Tuning the course of the oxygen reduction reaction at a carbon electrode using alkaline electrolytes based on binary DMSO–water solvent mixtures

Abstract

We studied the oxygen reduction reaction (ORR) at a glassy carbon electrode in KOH electrolytes based on DMSO–water solvent mixtures of various compositions (ranging from 0.0 to 93.3 vol% DMSO). The results of RDE (rotating disk electrode) experiments show that by changing the composition ofthe DMSO–water solvent mixture, one can control the course of oxygen electroreduction. Specifically, in the absence of dimethyl sulfoxide, the ORR at −1.5 V vs. Hg/HgO proceeds mainly as a two-electron process (n = 2.28 at 400 rpm), whereas with increasing DMSO content the ORR shifts gradually towards complete four-electron reduction.

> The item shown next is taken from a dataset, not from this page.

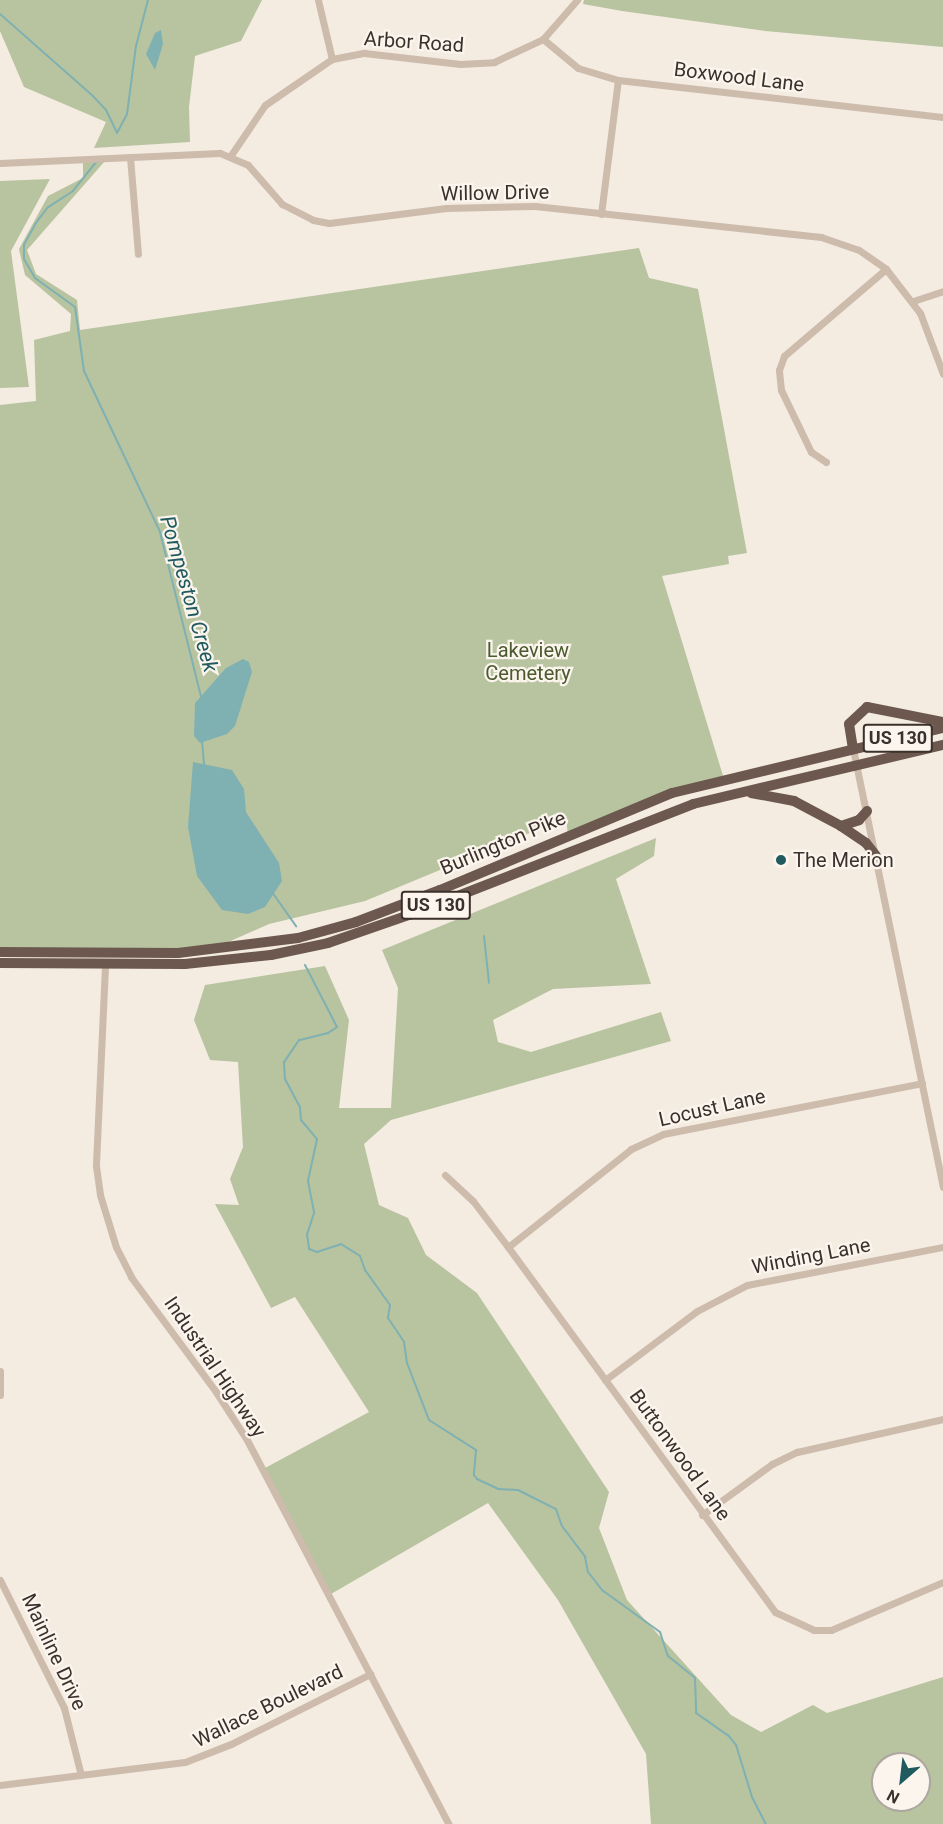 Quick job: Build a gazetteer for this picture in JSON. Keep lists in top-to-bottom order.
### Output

This tendency continues until the maximum electron transfer number is reached (n = 3.70 at 400 rpm) in an alkaline electrolyte based on a 1:1 H2O:DMSO (v/v) solvent mixture. The effect of DMSO addition on the course of the ORR process at the carbon electrode is thought to arise from the unique physicochemical properties of DMSO–water systems, i.e. their high viscosity and polarity as a result of H-bonded intermolecular complexes formed between water and DMSO molecules.